Entries supplied »
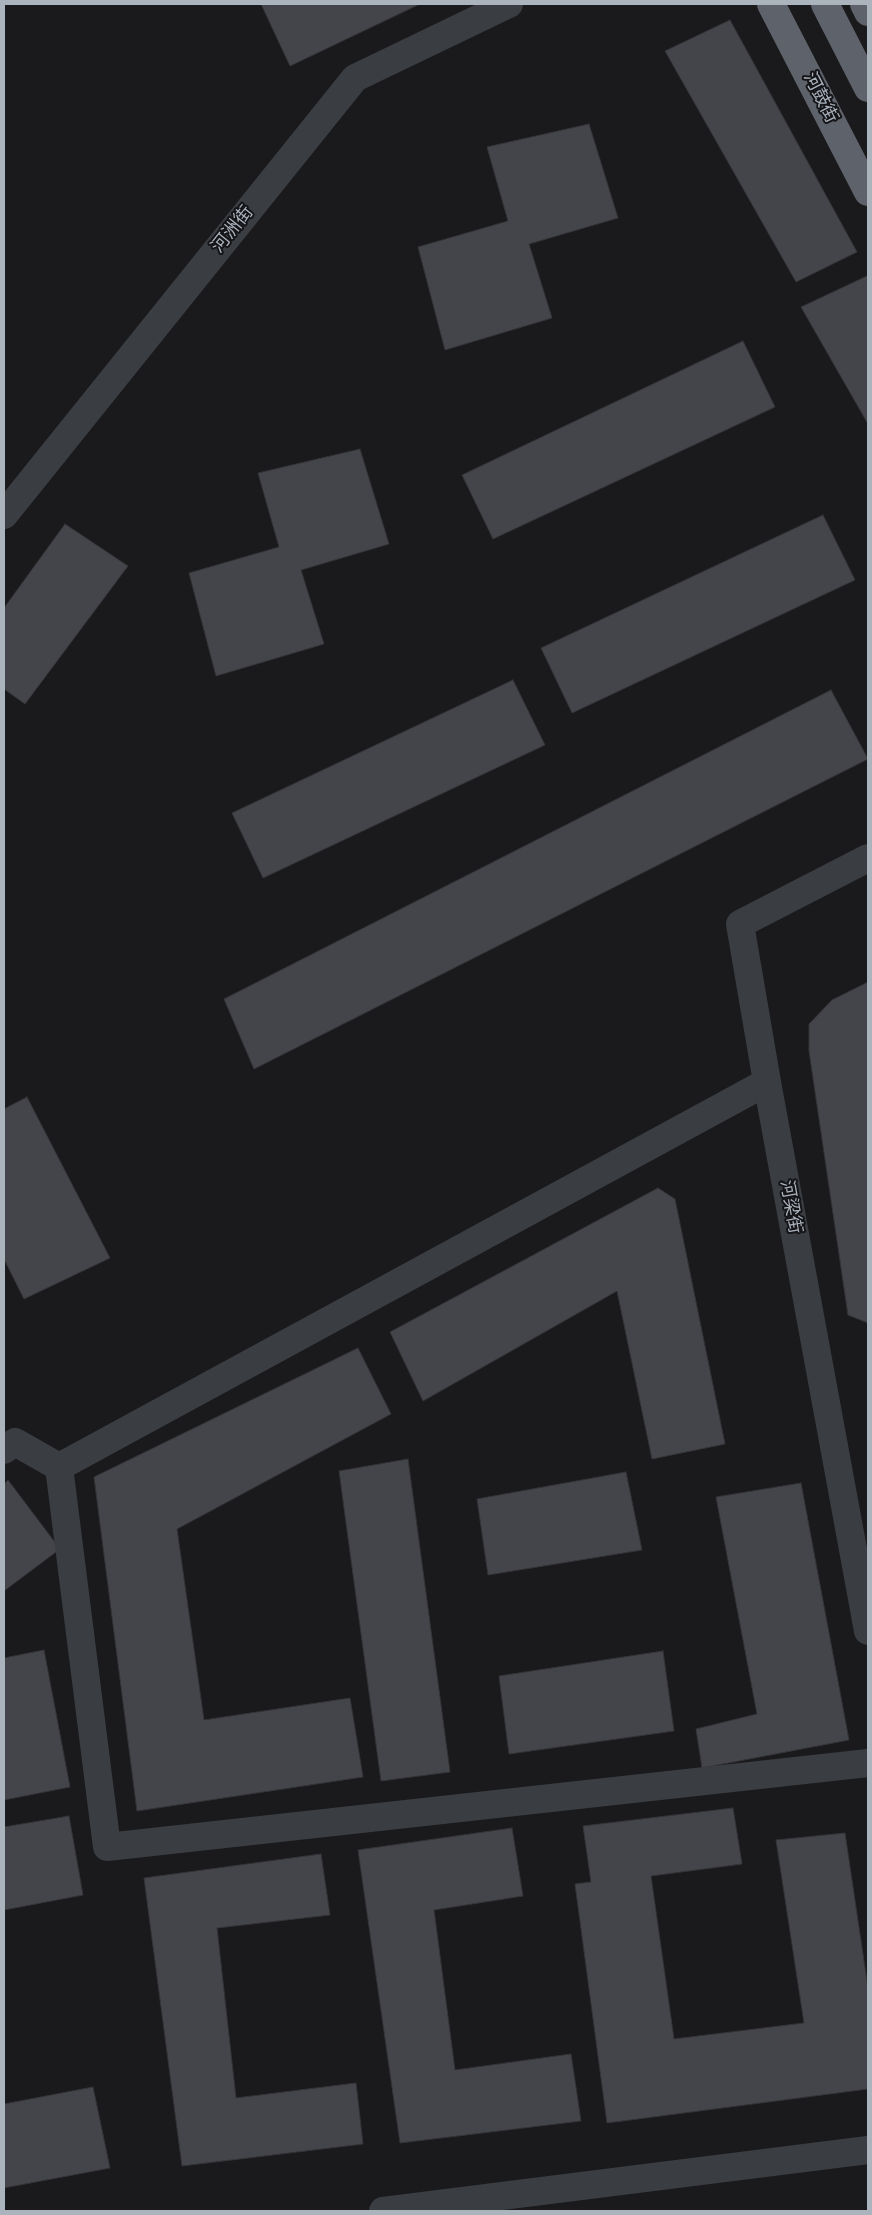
<!DOCTYPE html>
<meta charset="utf-8">
<style>
body{margin:0}
#map{position:relative;width:872px;height:2215px;overflow:hidden;background:#1a1a1c;font-family:Poppins,sans-serif}
canvas{display:block}
.frame{position:absolute;inset:0;border:5px solid #abb3bd;pointer-events:none}
</style>
<div id="map">
<canvas width="872" height="2215"></canvas>
<div class="frame"></div>
</div>
<script>
const ctx = document.querySelector('canvas').getContext('2d');
ctx.lineJoin = 'round';
function fillPath(path, color) {
  ctx.fillStyle = color;
  ctx.fill(path, 'evenodd');
}
function toPath(rows) {
  const path = new Path2D();
  for (const r of rows) {
    path.moveTo(r[0], r[1]);
    for (let i = 2; i < r.length; i += 2) path.lineTo(r[i], r[i + 1]);
  }
  return path;
}
function strokePath(path, color, width, dash) {
  ctx.strokeStyle = color;
  ctx.lineWidth = width;
  ctx.lineCap = dash ? 'butt' : 'round';
  ctx.setLineDash(dash || []);
  ctx.stroke(path);
}
function write(font, color, halo, rows, align = 'center') {
  ctx.font = font + ' Poppins,"Noto Sans SC",sans-serif';
  ctx.lineWidth = 4;
  ctx.setLineDash([]);
  ctx.textBaseline = 'middle';
  ctx.strokeStyle = halo;
  ctx.fillStyle = color;
  for (const [text, x, y, turn = 0] of rows) {
    ctx.save();
    ctx.translate(x, y);
    ctx.rotate((+turn || 0) * Math.PI / 180);
    ctx.textAlign = isNaN(turn) ? turn : align;
    if (halo) ctx.strokeText(text, 0, 0);
    ctx.fillText(text, 0, 0);
    ctx.restore();
  }
}
const building = toPath([
 [261,4,420,4,290,66,261,4],
 [730,20,857,252,796,282,665,51,730,20],
 [589,124,618,218,529,244,552,318,445,350,418,247,508,221,487,147,589,124],
 [867,276,868,278,868,424,801,307,867,276],
 [743,341,775,407,493,539,462,475,743,341],
 [360,449,389,544,301,570,324,644,216,676,189,573,279,547,258,473,360,449],
 [823,515,855,580,572,713,541,648,823,515],
 [65,524,128,566,25,704,4,689,4,608,65,524],
 [513,680,545,745,263,878,232,813,513,680],
 [831,690,868,759,254,1069,224,999,831,690],
 [868,982,868,1323,848,1315,809,1051,809,1024,832,1000,868,982],
 [27,1097,110,1258,24,1299,4,1259,4,1109,27,1097],
 [658,1188,675,1199,725,1444,652,1459,617,1291,423,1401,390,1332,658,1188],
 [358,1348,391,1414,177,1529,204,1720,350,1698,363,1777,137,1811,94,1477,358,1348],
 [408,1459,450,1772,381,1781,339,1471,408,1459],
 [626,1472,642,1550,488,1575,477,1499,626,1472],
 [8,1480,60,1549,4,1591,4,1484,8,1480],
 [801,1483,849,1740,702,1768,696,1729,757,1714,716,1497,801,1483],
 [44,1650,70,1787,4,1800,4,1658,44,1650],
 [663,1651,674,1731,509,1754,499,1676,663,1651],
 [733,1808,742,1864,651,1876,674,2039,804,2023,776,1840,845,1833,868,1988,868,2089,607,2123,575,1884,591,1882,583,1826,733,1808],
 [69,1816,83,1895,4,1910,4,1827,69,1816],
 [512,1828,523,1896,434,1910,455,2070,571,2054,581,2121,400,2143,358,1850,512,1828],
 [321,1854,330,1915,217,1928,236,2098,356,2083,363,2144,182,2166,144,1878,321,1854],
 [93,2087,110,2168,4,2188,4,2104,93,2087]
]);
fillPath(building, '#44454a');
strokePath(building, '#343439', 1);
strokePath(toPath([
 [4,1450,15,1442,59,1467,767,1082],
 [59,1467,107,1847,868,1763],
 [383,2211,868,2150]
]), '#3a3d42', 28);
strokePath(toPath([
 [4,515,355,78,509,4],
 [868,858,740,924,767,1082,868,1631]
]), '#3a3d42', 28);
strokePath(toPath([
 [771,4,868,192],
 [825,4,868,88],
 [864,4,868,12]
]), '#5e626a', 28);
write('18px', '#abb3bd', '#151518', [
 ["河鼓街",820,98,63],
 ["河洲街",233,230,-51],
 ["河梁街",790,1207,80]
]);
</script>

Your objective »
Some of the data mentions "canvas". Copy every line where it does.

Response »
canvas{display:block}
<canvas width="872" height="2215"></canvas>
const ctx = document.querySelector('canvas').getContext('2d');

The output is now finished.